Search the data for the string "shadow" and copy each line in which it appears.

────────────────────────────────────────

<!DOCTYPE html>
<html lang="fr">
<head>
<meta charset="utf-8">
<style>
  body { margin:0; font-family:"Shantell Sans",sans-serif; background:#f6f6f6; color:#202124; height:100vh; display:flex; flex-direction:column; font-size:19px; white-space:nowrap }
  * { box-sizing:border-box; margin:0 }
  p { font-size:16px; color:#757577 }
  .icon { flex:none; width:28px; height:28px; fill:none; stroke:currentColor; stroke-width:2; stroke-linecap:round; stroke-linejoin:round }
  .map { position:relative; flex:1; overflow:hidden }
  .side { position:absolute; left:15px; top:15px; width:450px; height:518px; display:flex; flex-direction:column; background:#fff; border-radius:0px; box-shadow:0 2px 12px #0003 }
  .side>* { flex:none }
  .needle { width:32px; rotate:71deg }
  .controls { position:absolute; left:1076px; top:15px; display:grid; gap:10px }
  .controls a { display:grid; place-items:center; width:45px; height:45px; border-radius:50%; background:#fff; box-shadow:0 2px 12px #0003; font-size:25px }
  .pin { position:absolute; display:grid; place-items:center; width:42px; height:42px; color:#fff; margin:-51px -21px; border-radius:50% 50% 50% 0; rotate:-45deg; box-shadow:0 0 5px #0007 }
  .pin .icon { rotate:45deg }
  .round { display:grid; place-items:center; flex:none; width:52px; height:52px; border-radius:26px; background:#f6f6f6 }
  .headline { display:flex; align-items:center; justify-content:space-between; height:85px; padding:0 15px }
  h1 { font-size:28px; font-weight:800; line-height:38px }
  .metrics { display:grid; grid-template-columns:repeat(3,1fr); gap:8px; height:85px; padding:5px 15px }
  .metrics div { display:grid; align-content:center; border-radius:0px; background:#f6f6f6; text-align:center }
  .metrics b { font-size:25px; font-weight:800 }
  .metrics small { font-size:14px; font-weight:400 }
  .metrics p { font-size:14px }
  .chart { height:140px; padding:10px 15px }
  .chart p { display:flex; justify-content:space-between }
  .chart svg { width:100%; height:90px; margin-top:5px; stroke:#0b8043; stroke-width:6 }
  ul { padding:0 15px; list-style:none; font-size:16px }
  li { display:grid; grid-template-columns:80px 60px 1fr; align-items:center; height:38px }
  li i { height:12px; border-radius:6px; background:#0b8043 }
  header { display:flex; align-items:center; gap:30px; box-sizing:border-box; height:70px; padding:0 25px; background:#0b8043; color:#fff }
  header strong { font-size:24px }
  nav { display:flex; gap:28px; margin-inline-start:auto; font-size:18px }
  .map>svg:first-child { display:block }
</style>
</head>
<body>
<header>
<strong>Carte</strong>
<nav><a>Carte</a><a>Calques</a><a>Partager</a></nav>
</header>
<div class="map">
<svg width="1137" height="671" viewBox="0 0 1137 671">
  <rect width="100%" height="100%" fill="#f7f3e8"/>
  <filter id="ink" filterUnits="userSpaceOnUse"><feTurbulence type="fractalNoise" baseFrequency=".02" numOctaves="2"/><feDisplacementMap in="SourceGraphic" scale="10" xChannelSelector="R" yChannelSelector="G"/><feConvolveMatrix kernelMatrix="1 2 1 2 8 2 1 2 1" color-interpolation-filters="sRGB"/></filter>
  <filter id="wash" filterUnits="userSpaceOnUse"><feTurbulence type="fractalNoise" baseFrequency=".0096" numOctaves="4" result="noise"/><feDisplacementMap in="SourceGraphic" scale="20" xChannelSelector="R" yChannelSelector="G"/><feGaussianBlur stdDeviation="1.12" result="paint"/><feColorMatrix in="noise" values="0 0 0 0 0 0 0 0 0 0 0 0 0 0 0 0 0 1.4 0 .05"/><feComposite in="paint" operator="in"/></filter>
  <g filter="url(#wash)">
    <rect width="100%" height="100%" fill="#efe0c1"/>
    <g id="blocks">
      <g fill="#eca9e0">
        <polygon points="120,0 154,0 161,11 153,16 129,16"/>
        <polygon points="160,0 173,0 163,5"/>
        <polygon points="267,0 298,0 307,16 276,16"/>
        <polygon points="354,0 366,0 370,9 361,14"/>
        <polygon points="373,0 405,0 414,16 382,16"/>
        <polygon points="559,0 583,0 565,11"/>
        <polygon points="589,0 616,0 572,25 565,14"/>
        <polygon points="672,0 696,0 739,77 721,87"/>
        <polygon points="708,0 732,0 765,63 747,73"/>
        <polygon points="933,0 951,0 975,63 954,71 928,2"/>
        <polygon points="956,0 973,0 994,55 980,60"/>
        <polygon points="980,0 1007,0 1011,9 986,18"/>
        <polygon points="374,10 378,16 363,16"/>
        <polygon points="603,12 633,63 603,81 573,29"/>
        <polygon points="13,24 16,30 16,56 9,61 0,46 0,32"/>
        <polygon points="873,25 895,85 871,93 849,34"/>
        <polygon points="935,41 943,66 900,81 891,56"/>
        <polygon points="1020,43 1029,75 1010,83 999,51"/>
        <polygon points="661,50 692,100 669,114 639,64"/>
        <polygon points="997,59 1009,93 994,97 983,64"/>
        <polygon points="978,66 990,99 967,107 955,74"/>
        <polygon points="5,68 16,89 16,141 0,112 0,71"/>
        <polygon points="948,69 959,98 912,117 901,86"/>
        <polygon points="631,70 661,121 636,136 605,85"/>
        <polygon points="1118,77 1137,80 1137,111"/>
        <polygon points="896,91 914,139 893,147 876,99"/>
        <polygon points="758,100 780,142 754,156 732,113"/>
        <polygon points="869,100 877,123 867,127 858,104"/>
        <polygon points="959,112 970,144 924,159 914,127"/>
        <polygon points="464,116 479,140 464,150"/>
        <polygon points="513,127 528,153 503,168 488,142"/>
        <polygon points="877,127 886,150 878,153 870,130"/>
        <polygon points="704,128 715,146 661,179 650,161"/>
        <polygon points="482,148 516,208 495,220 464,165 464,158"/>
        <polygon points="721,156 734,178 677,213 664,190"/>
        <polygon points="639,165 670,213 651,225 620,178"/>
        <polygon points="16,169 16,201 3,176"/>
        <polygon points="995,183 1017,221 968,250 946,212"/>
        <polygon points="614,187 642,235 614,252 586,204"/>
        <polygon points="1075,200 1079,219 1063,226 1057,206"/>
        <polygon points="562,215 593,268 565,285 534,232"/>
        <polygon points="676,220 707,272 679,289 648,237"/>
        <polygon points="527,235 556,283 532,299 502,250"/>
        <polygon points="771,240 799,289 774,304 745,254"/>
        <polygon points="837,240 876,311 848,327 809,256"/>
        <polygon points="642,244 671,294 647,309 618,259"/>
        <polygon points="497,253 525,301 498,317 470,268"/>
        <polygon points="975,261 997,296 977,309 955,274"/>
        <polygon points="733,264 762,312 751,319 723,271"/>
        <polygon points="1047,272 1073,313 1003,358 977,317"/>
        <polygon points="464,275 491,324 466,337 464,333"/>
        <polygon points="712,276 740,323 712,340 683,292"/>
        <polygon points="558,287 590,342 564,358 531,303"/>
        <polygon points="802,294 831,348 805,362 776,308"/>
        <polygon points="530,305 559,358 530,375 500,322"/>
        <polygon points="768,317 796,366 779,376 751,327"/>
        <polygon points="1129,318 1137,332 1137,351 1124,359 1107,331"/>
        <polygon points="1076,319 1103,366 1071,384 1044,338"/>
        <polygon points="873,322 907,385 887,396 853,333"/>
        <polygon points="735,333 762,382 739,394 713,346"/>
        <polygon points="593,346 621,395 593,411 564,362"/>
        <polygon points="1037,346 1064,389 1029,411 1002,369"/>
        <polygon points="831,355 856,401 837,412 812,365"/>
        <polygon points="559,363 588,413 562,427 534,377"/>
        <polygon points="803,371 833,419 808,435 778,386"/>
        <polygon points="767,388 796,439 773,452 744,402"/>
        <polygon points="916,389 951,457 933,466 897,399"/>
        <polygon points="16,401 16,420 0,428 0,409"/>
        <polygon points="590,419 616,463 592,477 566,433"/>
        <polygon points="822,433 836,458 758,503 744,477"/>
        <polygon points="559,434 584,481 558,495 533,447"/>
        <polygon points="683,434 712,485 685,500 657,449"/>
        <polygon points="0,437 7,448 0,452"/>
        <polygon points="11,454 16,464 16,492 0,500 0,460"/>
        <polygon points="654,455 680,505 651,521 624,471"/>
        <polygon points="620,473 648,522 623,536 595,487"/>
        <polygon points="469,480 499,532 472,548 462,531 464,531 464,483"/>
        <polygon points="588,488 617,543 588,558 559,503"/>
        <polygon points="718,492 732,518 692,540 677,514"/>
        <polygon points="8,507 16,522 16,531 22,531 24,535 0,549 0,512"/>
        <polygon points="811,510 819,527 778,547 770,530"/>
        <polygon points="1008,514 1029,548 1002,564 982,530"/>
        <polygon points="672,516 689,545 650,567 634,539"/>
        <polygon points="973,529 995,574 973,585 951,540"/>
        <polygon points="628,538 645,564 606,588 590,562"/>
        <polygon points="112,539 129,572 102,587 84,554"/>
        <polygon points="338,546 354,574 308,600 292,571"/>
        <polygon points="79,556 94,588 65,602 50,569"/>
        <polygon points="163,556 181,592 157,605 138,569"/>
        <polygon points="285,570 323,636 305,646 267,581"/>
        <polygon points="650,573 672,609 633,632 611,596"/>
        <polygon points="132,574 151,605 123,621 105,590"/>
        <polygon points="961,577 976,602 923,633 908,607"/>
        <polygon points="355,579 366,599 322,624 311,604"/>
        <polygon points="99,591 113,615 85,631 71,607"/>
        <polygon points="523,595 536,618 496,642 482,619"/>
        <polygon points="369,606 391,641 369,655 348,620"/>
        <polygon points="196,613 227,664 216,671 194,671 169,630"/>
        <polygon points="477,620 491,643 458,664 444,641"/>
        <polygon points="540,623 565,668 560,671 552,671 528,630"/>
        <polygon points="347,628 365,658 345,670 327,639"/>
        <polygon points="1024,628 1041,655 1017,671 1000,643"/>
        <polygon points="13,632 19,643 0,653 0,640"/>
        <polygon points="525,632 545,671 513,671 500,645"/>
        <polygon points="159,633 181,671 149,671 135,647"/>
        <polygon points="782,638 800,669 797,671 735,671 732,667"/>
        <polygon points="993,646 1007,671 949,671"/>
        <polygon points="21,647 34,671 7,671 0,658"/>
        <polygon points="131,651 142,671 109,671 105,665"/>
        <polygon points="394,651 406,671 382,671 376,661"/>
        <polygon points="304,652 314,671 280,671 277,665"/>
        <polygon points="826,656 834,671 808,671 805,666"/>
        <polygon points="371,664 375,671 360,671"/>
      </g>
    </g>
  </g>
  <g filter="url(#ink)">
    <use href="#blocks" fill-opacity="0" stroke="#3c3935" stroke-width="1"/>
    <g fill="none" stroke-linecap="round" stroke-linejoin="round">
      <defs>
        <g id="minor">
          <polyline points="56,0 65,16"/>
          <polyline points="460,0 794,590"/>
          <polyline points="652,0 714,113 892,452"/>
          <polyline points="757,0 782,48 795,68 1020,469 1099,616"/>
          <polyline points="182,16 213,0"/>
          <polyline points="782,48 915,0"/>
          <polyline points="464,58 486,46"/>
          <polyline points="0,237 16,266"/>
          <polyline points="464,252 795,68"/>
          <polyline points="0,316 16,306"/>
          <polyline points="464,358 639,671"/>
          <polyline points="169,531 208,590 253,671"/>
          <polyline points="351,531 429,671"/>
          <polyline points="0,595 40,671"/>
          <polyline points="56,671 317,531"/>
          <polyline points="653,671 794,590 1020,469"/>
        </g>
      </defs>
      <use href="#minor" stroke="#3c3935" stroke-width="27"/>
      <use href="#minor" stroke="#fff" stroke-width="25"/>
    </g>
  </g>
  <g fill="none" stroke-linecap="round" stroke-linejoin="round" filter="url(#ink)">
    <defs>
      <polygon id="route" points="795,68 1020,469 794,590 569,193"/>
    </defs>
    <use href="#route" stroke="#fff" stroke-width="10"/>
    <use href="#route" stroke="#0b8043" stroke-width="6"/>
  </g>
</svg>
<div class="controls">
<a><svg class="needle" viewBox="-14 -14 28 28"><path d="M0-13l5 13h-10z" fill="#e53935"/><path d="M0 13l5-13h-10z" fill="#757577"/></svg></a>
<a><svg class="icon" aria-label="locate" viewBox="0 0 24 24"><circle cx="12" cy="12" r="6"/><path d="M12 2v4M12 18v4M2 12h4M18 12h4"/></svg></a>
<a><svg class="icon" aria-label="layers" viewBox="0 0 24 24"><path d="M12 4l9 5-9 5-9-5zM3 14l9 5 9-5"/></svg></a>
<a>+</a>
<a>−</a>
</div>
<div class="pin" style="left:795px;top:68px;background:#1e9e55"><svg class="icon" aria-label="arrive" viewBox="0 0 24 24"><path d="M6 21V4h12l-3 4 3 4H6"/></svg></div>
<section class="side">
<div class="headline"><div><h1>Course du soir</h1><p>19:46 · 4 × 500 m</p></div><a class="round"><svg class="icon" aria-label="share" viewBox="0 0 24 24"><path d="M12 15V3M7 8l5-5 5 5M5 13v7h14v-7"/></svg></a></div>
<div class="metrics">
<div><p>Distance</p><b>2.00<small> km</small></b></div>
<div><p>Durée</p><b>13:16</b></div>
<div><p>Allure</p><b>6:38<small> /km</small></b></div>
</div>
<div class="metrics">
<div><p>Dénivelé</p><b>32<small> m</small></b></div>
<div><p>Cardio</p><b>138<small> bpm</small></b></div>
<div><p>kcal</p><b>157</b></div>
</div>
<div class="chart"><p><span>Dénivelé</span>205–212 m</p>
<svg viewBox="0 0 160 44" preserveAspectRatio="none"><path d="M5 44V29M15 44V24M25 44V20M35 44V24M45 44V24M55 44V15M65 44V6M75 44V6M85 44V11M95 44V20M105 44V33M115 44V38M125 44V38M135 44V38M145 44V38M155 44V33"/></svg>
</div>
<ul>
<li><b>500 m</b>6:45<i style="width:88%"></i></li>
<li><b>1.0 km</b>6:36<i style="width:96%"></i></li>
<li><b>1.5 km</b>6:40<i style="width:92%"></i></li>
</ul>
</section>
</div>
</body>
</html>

────────────────────────────────────────

RESPONSE TO THIS EXERCISE:
  .side { position:absolute; left:15px; top:15px; width:450px; height:518px; display:flex; flex-direction:column; background:#fff; border-radius:0px; box-shadow:0 2px 12px #0003 }
  .controls a { display:grid; place-items:center; width:45px; height:45px; border-radius:50%; background:#fff; box-shadow:0 2px 12px #0003; font-size:25px }
  .pin { position:absolute; display:grid; place-items:center; width:42px; height:42px; color:#fff; margin:-51px -21px; border-radius:50% 50% 50% 0; rotate:-45deg; box-shadow:0 0 5px #0007 }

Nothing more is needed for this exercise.